“It’s such a lonely life!”
I heard this from an earnest parishioner less than two years after my ordination to the priesthood. I know this because I was still Associate Pastor at Holy Spirit, my first assignment between June 1999 and September 2001. I had just shared my experience about my first year of ministry in a meeting when this parishioner, a well-intentioned mother with several sons, said those words to me.
I am known for being quick-witted, and I recall my immediate answer to her statement. With a smile, I said, “Follow me around for twenty-four hours so you can show me the lonely part!” It was a good retort and was met with a genuine chuckle, but ever since that evening, I have returned again and again to that brief conversation.
Sooner than I ever anticipated, I was moved suddenly from a serene position at Holy Spirit to becoming temporary administrator of Church of the Ascension where the parishioners had learned of their pastor’s sudden resignation on September 11, 2001. Yes, that day of all days!
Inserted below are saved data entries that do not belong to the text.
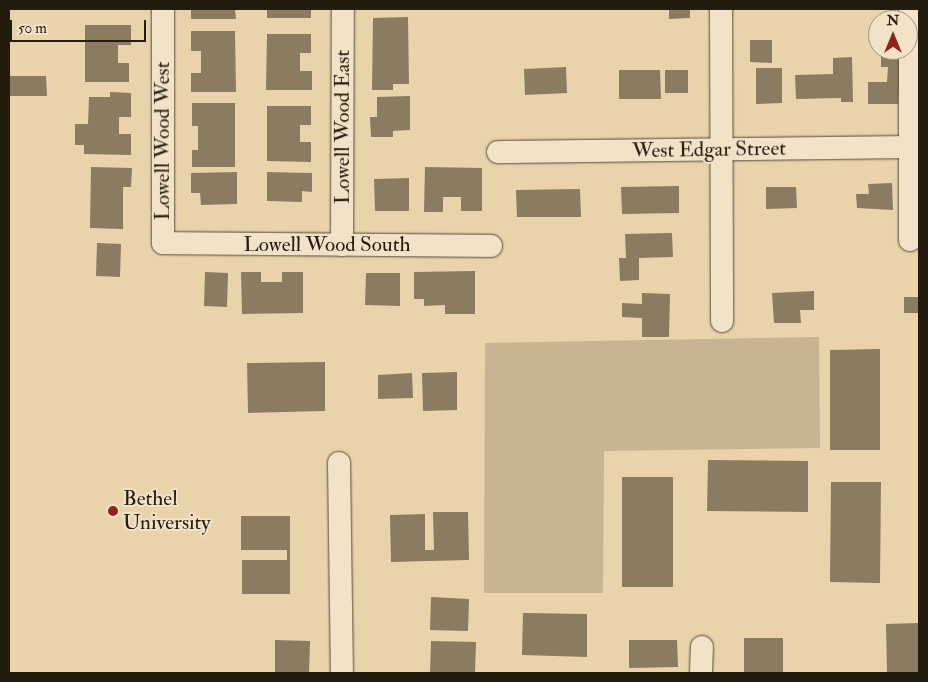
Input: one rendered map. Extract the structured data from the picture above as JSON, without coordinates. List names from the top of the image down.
{
  "streets": {
    "street": [
      "Lowell Wood East",
      "Lowell Wood West",
      "West Edgar Street",
      "Lowell Wood South"
    ]
  },
  "crossings": [
    ["Lowell Wood East", "Lowell Wood South"],
    ["Lowell Wood West", "Lowell Wood South"]
  ],
  "places": ["Bethel University"],
  "scale_bar": "50 m",
  "north": "top"
}
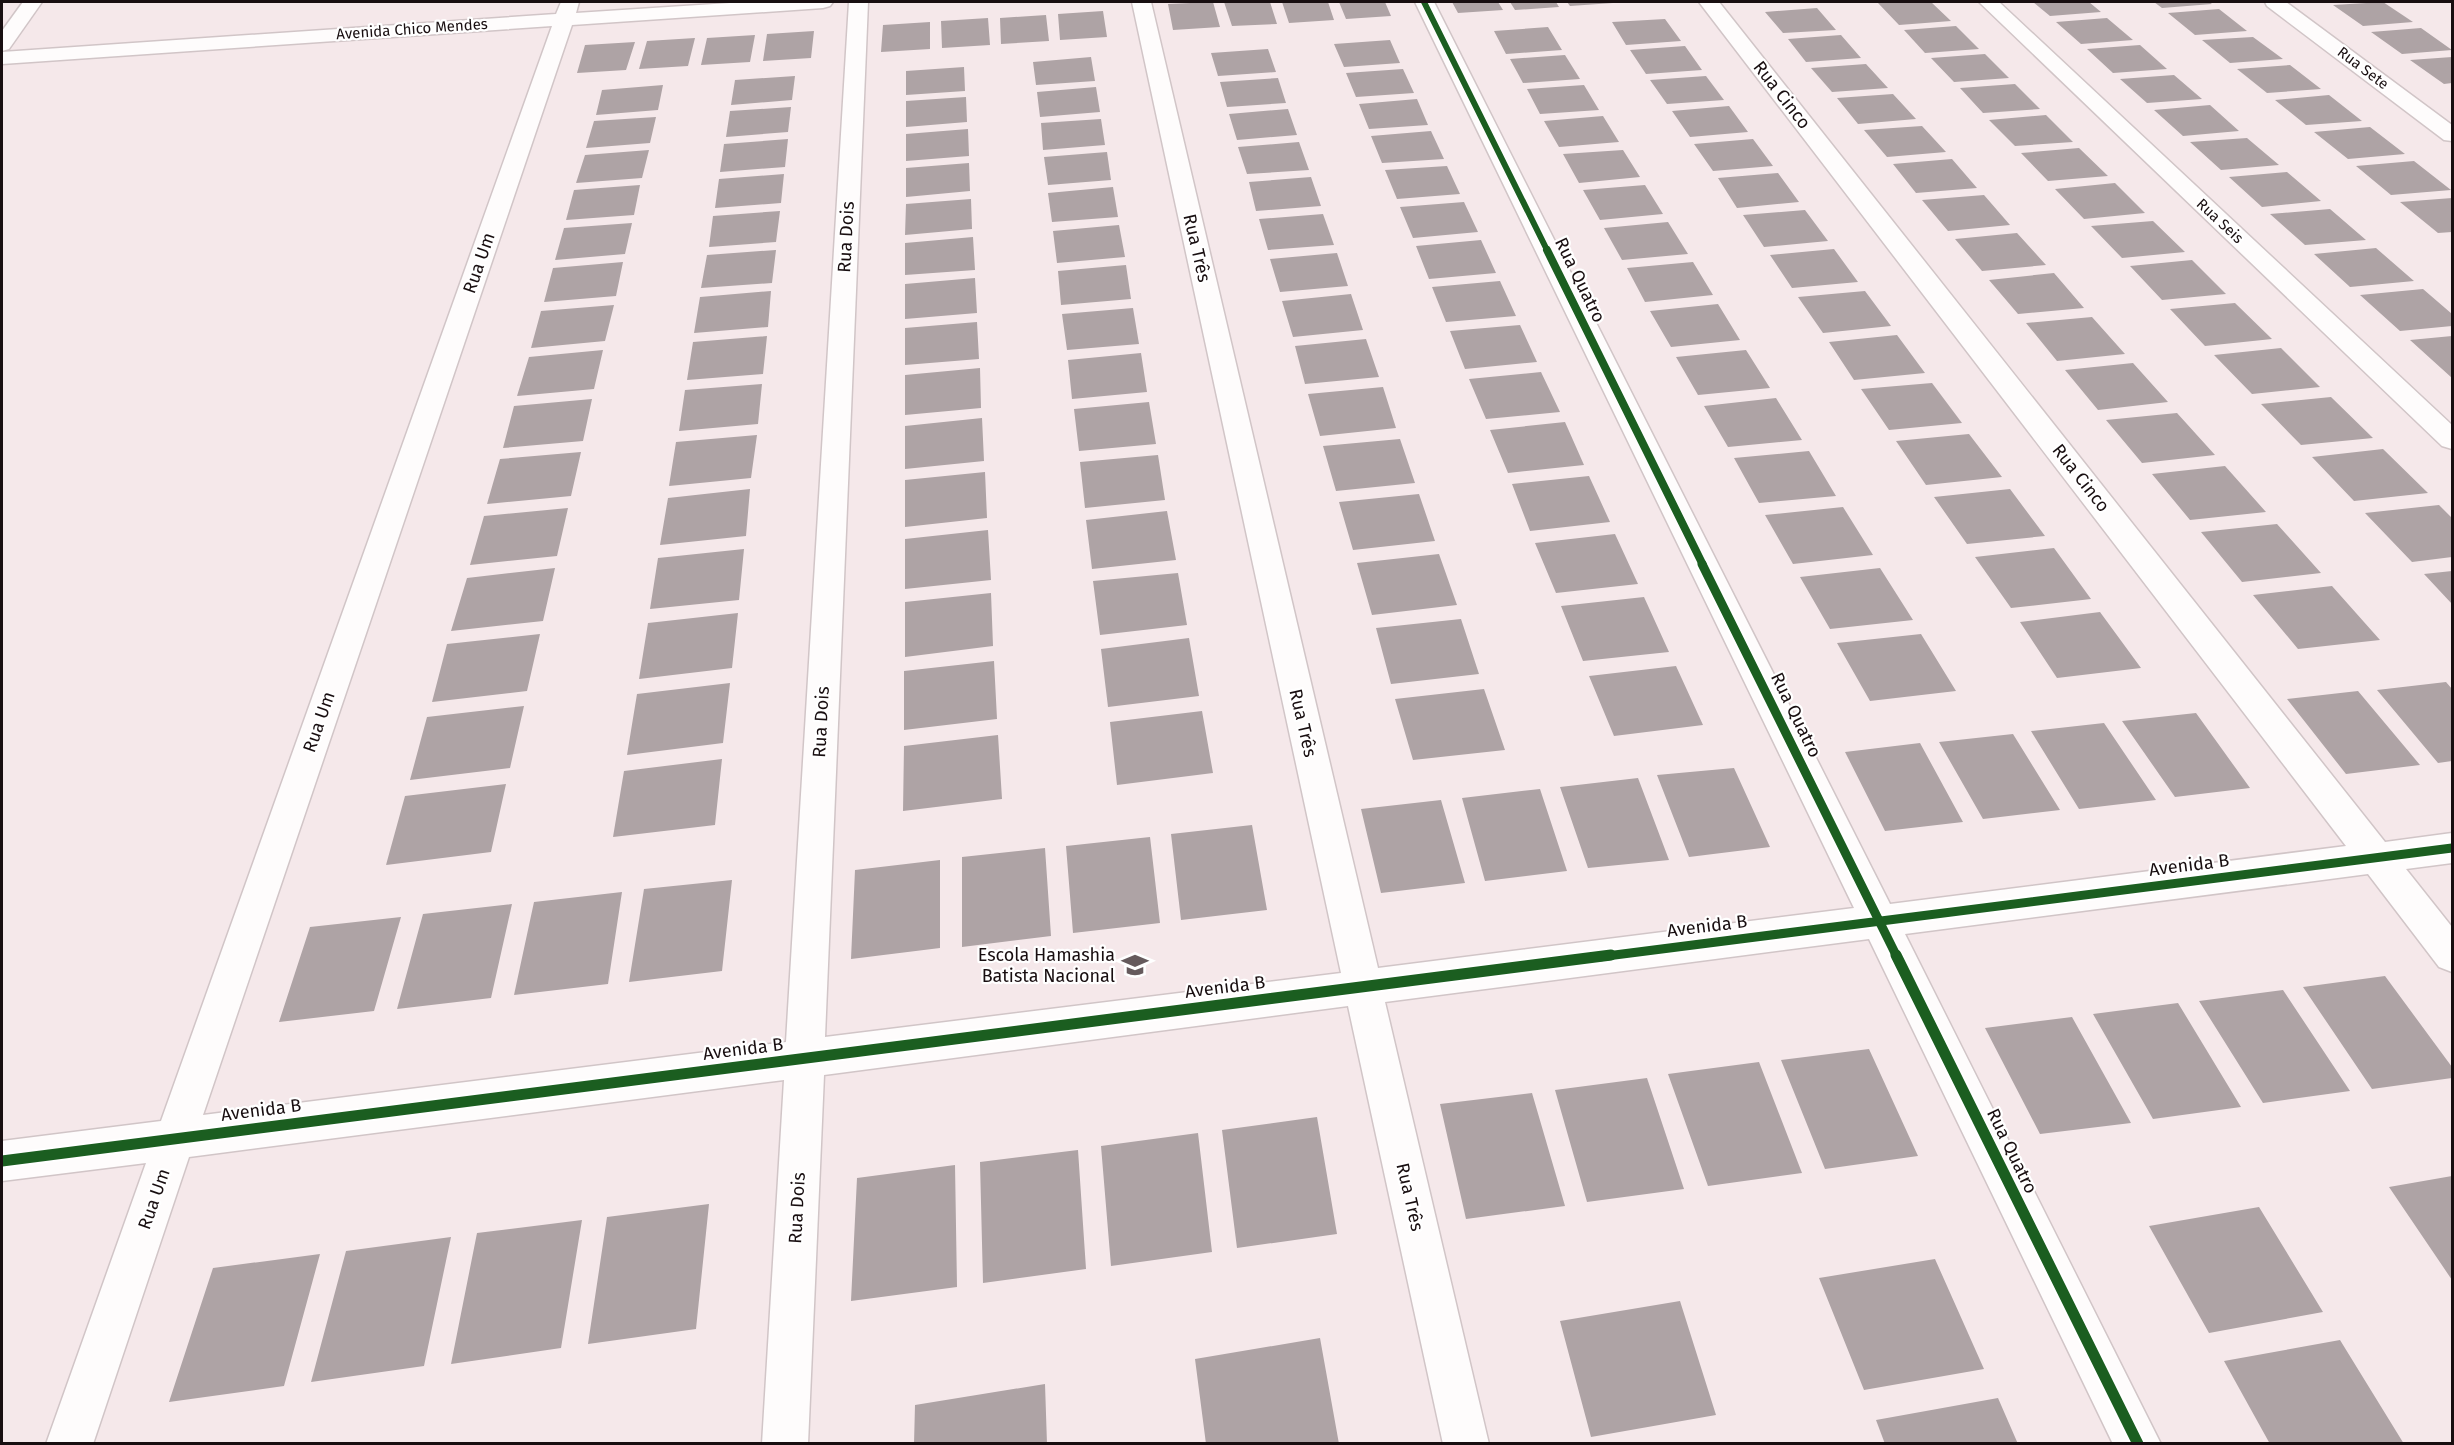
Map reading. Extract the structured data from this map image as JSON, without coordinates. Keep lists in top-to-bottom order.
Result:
{
  "streets": {
    "street": [
      "Avenida Chico Mendes",
      "Rua Sete",
      "Rua Cinco",
      "Rua Seis",
      "Rua Dois",
      "Rua Três",
      "Rua Um",
      "Rua Quatro",
      "Avenida B"
    ]
  },
  "crossings": [
    ["Avenida Chico Mendes", "Rua Um"],
    ["Rua Cinco", "Avenida B"],
    ["Rua Dois", "Avenida B"],
    ["Rua Três", "Avenida B"],
    ["Rua Um", "Avenida B"],
    ["Rua Quatro", "Avenida B"]
  ],
  "places": {
    "school or university": ["Escola Hamashia Batista Nacional"]
  }
}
I had no idea of what I had “gotten myself into,” and rather quickly I formed an idea that “I was in way over my head.” Within months, I applied to be the pastor, was appointed during Thanksgiving week, and it was another two years of adjusting, learning, making mistakes — some of them whoppers before I began to feel as if I had a handle on my new role.
After those rocky first years at Ascension, I went through a controversial debate about closing the parish school and merging it into a regional school with two other parishes. I listened to my heart – and more important – to my parishioners and said, “No” to the invitation, with the anticipated backlash and resentment from the archdiocese as well as from the other pastors. Six years ago, I went through the same whirlwind feelings regarding St. James School, again facing backlash and resentment from the archdiocese. Once again, I followed my heart and my conscience and my parishioners but felt the loneliness of estrangement.
The woman at Holy Spirit was being a prophet when she warned me, “It’s such a lonely life.” However, she wasn’t really describing priesthood, but rather the experience of any of us when we are faced with controversy, confusion, disagreement, and estrangement. I have seen it in families, in marriages, in workplaces, as well as in people on an uncertain spiritual journey. Twenty-five years since my ordination in 1999, I have experienced the roller coaster that each of us experiences one way or the other as our life unfolds. There have been lonely moments, yes, but in the end, there have been many more rewarding moments.
As I complete a quarter century of ordained ministry, the last ten years in these two parishes, I am so grateful and appreciative of how all of you have been with me in spirit and in person on this roller coaster ride. I feel blessed. I wouldn’t call it “lonely,” but I can say with certainty that I wouldn’t have it any other way.